Tägliche Portion Perspektive

Der neuste Coup in der Medienlandschaft kommt von „Perspektive Daily“. Über 12.000 Unterstützer sind dem Crowdfunding-Aufruf des Berliner Start-ups gefolgt und haben eine Jahresmitgliedschaft für 42 Euro erworben. Ab Ende Mai können Mitglieder täglich neue Inhalte von dem „Internetmedium für lösungsorientierten Journalismus“ erwarten. Inhaltlich will sich die Redaktion erheblich vom deutschen Crowdfunding-Pionierprojekt „Krautreporter“, einem Autorennetzwerk, unterscheiden. Statt nur gemeinsam frei zu sein, wollen „Perspective Daily“ konstruktiven Journalismus machen, nach dem Motto: „Anpacken statt Meckern“. Lösungsorientiert werden die Autoren aktuelle Fragen, wie die nach dem erfolgreichen Zusammenleben verschiedener Kulturen in der Gesellschaft, beantworten. Der Trend „Solutions Journalism“ kommt aus den USA und will die Welt ein bisschen besser machen, statt nach der Devise „only bad news are good news“ zu berichten. Die Autoren der Seite sind keine klassischen Journalisten, sondern vor allem Experten für Fachgebiete wie „Innovation, Kreativität & Fortschritt“ oder „Demokratie, Menschenrechte und Europa“. Damit orientiert sich das deutsche Start-up eher an der erfolgreichen niederländischen Journalismus-Plattform „De Correspondent“, das als „tägliche Medizin gegen den Wahn des Alltags“ agieren will und Hintergrundjournalismus zu gesellschaftlich relevanten Themen macht. Dabei werden unbeachtete Zusammenhänge beleuchtet und zukunftsorientierte Fragen gestellt. Natürlich erscheinen Formate wie „Perspective Daily“ und „De Correspondent“ nur digital, wahlweise als praktischer Newsletter für Abonnenten oder per Mitglieder-Login.

Handgepickte News

Einen anderen Journalismus-Trend setzt das Münchener Start-Up „piqd“ um: „Curated News“ – von Experten und Redakteuren gefilterte Newsfeeds zu bestimmten Themen. Auf den 13 verschiedenen Themenkanälen wie „Feminismen“, „Osteuropa“ oder „Politischer Ökonomie“ sammeln 60 ausgewählte „piqer“ relevante Artikel von externen Seiten (maximal 1 Artikel pro Tag). Journalisten, wie Osteuropakorrespondent Pavel Lokshin, aber auch Politiker wie Dorothee Bär und Konstantin von Notz, machen bei dem Projekt mit.

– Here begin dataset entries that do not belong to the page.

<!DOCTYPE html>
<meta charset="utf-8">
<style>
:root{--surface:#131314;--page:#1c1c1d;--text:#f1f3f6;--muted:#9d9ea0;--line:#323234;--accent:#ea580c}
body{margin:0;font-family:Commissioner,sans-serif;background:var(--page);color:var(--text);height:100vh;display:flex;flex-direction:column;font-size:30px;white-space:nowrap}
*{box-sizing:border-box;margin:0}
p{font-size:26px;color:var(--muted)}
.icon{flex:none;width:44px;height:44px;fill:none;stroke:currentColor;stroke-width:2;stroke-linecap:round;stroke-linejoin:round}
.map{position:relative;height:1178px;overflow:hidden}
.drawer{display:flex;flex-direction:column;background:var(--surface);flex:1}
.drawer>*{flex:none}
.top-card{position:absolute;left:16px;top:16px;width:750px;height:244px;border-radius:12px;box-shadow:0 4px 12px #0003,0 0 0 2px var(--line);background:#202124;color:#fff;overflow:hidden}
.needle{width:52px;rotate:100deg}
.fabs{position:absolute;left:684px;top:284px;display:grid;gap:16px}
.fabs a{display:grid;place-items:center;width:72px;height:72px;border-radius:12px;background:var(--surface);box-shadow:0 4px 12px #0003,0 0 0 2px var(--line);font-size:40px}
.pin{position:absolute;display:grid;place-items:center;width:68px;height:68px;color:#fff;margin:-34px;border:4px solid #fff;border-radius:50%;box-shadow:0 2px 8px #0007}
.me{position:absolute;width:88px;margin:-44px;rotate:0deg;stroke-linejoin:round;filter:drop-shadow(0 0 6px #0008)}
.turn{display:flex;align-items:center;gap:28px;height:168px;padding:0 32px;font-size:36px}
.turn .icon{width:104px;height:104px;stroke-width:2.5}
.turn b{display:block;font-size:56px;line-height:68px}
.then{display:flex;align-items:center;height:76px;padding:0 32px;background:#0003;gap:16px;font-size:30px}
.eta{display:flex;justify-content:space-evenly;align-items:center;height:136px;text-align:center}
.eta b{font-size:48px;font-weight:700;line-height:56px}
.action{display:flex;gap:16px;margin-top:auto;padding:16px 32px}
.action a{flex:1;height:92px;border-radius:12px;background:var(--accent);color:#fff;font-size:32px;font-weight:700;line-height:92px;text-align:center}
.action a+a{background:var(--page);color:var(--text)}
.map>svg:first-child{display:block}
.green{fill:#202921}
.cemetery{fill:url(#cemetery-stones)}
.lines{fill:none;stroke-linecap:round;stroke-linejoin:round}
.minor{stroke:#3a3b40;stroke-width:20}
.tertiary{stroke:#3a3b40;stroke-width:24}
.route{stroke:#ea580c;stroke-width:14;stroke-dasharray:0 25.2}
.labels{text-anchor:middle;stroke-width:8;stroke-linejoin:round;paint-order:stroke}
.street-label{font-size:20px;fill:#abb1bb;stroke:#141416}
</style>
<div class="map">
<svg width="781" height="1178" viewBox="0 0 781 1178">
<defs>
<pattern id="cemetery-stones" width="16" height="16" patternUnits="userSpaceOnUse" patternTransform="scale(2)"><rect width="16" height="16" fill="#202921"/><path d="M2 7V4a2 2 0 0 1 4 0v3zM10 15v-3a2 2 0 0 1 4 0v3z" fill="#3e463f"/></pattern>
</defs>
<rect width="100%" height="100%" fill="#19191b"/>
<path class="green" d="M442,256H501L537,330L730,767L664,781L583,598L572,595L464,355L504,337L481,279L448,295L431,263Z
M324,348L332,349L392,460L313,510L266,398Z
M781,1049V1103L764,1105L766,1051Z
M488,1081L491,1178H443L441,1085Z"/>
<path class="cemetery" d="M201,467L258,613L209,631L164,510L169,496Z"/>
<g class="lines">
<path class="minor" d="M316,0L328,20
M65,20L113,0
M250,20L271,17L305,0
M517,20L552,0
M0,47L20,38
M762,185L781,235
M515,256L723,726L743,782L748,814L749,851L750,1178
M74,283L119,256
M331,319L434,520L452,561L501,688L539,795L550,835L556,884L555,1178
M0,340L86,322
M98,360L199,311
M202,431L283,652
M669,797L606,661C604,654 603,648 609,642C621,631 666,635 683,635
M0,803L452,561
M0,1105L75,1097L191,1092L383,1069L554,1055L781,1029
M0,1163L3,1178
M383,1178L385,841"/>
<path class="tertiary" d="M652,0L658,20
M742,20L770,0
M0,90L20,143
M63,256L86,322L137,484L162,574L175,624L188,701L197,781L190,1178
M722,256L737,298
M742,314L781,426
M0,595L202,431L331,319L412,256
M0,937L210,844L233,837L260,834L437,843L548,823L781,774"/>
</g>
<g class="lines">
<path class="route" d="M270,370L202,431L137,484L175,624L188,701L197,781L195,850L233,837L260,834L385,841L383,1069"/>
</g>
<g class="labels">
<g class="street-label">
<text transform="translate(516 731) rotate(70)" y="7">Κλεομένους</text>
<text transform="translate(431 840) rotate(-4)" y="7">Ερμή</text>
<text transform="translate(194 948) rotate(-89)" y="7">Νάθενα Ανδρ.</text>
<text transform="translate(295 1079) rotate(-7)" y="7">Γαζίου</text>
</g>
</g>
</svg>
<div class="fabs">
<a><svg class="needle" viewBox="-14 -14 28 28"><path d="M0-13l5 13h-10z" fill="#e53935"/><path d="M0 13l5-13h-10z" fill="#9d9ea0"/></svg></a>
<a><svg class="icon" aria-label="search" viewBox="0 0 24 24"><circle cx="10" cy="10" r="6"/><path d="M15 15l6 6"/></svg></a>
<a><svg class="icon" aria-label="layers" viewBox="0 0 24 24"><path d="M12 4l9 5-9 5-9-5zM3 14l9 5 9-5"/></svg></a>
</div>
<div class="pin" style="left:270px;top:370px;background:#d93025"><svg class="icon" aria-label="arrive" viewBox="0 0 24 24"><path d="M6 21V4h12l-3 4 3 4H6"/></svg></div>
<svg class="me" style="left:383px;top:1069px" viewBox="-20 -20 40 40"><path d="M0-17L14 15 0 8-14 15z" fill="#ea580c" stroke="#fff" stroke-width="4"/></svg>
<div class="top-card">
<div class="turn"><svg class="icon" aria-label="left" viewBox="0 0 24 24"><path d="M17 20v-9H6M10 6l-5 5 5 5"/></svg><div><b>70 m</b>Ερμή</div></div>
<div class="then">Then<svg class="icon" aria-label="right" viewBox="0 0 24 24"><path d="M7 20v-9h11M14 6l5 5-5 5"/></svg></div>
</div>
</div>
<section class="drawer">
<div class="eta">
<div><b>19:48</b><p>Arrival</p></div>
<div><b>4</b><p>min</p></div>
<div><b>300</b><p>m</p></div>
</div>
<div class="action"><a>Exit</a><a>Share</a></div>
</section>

Dazu beantworten die Experten für den Leser in wenigen Sätzen die Frage „Warum sollte ich diesen Text eigentlich Lesen?“ „Andere Angebote sagen ihren Lesern, WAS sie lesen sollen. Unsere Experten sagen ihnen, WARUM“, erklärt Frederik Fischer, Chefredakteur von „piqd“, das Konzept. Die Logik entspricht also der eines Facebook-Newsfeeds, in dem die Leser Artikelempfehlungen von Freunden, Journalisten und Organisationen folgen. „piqd“-Mitglieder erhalten ihren Feed allerdings als Newsletter, oder sie können sich auf der Website einloggen. Die einfache Mitgliedschaft ist kostenlos, wer kommentieren und posten will, zahlt extra einen Monatsbeitrag. Das schützt auch vor Trollen.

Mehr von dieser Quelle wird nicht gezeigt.